How are deep vein thrombosis (DVT) and/or venous thromboembolism (VTE) treated?

Regardless of the underlying cause, a VTE is usually treated with a short course of anticoagulants, often 3 to 12 months. A combination of heparin, warfarin, and low-molecular weight heparins or one of the newer oral anticoagulants may be prescribed. At the end of this time period, the person’s risk level is reassessed to see if further treatment is necessary. Lifetime prophylactic treatment may be needed for some patients.

Should someone with a factor V Leiden mutation be on long-term anticoagulant therapy?

In general, no. Anticoagulant therapy is used when there is DVT and/or VTE. Long-term therapy may be considered for specific individuals, dependent upon the clinical situation. It should be noted that knowing whether a person with DVT/VTE has a factor V Leiden or prothrombin 20210 mutation does not change the intensity or duration of anticoagulant therapy.

Will factor V Leiden or PT 20210 ever go away?

No. If you have one of these mutations, they are part of your genetic make-up and they will not go away.
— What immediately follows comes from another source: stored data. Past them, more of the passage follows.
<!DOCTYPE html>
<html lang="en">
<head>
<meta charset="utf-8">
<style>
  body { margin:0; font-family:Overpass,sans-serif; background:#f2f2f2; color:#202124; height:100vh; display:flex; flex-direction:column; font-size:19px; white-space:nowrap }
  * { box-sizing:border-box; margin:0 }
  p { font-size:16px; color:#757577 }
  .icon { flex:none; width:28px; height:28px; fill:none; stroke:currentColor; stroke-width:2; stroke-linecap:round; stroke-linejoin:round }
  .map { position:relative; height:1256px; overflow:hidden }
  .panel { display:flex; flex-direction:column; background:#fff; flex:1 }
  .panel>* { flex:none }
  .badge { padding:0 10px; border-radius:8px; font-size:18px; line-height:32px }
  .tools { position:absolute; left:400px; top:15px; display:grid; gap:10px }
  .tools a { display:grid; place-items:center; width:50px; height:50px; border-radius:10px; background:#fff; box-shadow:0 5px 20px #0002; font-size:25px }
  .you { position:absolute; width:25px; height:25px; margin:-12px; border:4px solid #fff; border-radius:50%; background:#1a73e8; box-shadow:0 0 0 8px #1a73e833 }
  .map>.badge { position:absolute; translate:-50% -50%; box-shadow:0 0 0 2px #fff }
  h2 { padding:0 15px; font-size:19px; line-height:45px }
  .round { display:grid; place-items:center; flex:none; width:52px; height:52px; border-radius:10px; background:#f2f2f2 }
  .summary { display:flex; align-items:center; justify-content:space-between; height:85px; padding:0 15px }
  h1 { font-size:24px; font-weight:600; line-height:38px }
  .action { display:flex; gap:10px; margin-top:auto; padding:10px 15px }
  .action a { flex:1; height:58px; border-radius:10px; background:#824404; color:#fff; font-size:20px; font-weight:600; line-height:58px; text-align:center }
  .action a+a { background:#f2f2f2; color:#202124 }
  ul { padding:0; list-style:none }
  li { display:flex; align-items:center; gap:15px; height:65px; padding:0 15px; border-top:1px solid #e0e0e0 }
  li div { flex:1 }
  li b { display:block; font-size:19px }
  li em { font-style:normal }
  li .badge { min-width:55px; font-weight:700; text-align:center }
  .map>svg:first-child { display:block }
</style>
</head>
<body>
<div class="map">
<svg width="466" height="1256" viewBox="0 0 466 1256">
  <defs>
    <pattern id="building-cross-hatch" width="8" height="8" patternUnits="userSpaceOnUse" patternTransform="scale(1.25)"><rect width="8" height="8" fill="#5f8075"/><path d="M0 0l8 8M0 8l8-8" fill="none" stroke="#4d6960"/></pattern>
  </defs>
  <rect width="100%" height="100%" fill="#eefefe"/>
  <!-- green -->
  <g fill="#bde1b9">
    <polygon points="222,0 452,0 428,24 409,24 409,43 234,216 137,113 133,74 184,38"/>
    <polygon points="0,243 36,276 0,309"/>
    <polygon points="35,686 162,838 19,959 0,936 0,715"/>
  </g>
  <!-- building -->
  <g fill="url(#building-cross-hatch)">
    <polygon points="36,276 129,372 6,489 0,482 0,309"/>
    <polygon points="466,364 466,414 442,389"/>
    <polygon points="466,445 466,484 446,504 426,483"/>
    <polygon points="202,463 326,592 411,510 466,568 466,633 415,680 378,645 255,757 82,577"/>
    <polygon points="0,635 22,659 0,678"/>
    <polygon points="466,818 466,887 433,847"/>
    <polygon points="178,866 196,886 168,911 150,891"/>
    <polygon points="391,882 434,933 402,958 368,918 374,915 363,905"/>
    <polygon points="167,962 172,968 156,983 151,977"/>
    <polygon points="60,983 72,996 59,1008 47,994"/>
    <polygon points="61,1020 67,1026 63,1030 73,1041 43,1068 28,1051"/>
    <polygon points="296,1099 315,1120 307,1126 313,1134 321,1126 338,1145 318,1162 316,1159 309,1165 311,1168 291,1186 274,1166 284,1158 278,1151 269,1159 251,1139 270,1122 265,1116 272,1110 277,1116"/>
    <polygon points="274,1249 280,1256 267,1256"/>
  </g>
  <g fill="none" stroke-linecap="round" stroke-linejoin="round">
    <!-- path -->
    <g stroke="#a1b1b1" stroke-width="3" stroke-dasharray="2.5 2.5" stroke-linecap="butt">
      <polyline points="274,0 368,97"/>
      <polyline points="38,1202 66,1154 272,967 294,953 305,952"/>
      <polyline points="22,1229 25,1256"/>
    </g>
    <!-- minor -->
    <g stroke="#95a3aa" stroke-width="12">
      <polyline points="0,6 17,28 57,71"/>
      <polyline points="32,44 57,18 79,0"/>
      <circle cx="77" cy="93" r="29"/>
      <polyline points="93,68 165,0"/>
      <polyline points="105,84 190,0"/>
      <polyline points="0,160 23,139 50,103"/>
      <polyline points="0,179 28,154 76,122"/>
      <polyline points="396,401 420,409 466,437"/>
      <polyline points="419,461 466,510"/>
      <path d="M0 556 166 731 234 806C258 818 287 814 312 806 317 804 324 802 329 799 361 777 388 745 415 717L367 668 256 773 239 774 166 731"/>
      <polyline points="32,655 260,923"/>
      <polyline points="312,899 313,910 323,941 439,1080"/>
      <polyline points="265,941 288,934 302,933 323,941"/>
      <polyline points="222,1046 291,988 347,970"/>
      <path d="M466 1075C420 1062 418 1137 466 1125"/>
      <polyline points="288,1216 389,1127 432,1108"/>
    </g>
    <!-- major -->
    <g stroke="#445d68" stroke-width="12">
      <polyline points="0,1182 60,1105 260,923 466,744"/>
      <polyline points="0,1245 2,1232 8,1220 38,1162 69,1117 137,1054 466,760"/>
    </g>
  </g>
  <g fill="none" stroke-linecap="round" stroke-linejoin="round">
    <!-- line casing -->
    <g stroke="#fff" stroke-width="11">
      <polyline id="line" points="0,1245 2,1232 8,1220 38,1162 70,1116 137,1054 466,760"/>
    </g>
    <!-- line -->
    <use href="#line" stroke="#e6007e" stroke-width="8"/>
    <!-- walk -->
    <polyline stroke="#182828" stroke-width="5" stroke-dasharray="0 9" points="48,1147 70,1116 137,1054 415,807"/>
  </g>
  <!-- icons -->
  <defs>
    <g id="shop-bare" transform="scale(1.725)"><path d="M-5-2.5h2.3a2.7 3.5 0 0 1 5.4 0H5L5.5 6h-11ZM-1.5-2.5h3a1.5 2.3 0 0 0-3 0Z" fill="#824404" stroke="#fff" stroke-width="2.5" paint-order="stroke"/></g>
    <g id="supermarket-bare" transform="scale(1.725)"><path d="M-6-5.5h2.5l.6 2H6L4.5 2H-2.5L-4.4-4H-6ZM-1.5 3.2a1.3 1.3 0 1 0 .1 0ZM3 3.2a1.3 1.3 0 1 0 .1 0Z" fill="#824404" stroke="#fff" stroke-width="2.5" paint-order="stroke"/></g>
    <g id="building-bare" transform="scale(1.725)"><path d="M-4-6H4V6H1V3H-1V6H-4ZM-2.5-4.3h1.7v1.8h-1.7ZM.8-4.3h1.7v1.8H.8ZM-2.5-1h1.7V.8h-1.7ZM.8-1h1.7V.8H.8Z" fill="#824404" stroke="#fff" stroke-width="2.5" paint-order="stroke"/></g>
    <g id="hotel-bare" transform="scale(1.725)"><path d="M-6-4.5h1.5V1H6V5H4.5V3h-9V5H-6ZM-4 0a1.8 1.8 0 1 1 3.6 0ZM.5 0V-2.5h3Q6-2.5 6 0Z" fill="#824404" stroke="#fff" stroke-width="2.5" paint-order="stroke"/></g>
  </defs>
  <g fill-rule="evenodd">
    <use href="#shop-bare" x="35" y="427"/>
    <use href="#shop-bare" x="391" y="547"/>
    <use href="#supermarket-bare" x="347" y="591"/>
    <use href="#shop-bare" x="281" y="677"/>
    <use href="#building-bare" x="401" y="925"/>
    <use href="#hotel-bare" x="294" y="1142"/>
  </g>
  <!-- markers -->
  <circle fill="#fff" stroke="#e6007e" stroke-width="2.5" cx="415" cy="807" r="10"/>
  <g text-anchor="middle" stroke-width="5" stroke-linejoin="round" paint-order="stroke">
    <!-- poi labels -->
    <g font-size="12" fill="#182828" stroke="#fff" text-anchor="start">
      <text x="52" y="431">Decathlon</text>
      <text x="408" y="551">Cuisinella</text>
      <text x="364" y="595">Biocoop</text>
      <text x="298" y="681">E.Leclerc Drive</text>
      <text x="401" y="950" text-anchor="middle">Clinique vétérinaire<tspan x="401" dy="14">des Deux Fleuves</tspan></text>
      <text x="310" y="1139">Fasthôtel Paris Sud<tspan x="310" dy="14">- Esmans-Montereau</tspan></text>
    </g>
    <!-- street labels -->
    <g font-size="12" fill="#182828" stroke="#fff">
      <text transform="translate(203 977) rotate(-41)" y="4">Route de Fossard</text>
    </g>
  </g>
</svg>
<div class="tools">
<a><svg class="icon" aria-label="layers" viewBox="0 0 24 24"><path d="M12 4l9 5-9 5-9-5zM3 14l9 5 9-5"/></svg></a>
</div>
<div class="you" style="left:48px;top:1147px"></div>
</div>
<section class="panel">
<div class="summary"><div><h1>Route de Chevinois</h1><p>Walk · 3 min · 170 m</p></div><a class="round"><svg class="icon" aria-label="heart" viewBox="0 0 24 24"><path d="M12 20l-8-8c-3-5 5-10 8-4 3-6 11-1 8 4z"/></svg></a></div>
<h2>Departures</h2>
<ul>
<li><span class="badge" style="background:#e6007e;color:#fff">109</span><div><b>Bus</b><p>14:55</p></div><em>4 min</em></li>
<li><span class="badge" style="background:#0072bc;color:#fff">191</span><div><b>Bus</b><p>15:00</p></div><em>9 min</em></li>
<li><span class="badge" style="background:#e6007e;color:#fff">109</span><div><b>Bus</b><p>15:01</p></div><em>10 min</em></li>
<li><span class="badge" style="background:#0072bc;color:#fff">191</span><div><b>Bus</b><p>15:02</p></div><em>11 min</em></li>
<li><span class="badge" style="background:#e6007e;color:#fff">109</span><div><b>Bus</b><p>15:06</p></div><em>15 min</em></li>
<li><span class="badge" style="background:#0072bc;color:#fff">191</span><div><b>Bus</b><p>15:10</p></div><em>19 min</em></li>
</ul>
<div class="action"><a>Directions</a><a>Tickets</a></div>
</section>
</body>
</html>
However, there are things you can do to lower your risk of developing a blood clot, such as not smoking.

What is the clinical relevance of factor V R2 mutation?

R2 (A4070G) is a mild factor V mutation believed to confer additional APC resistance when it is present in individuals who are heterozygous for FVL (R506Q). By itself, the R2 mutation is not known to significantly contribute to venous thrombosis risk.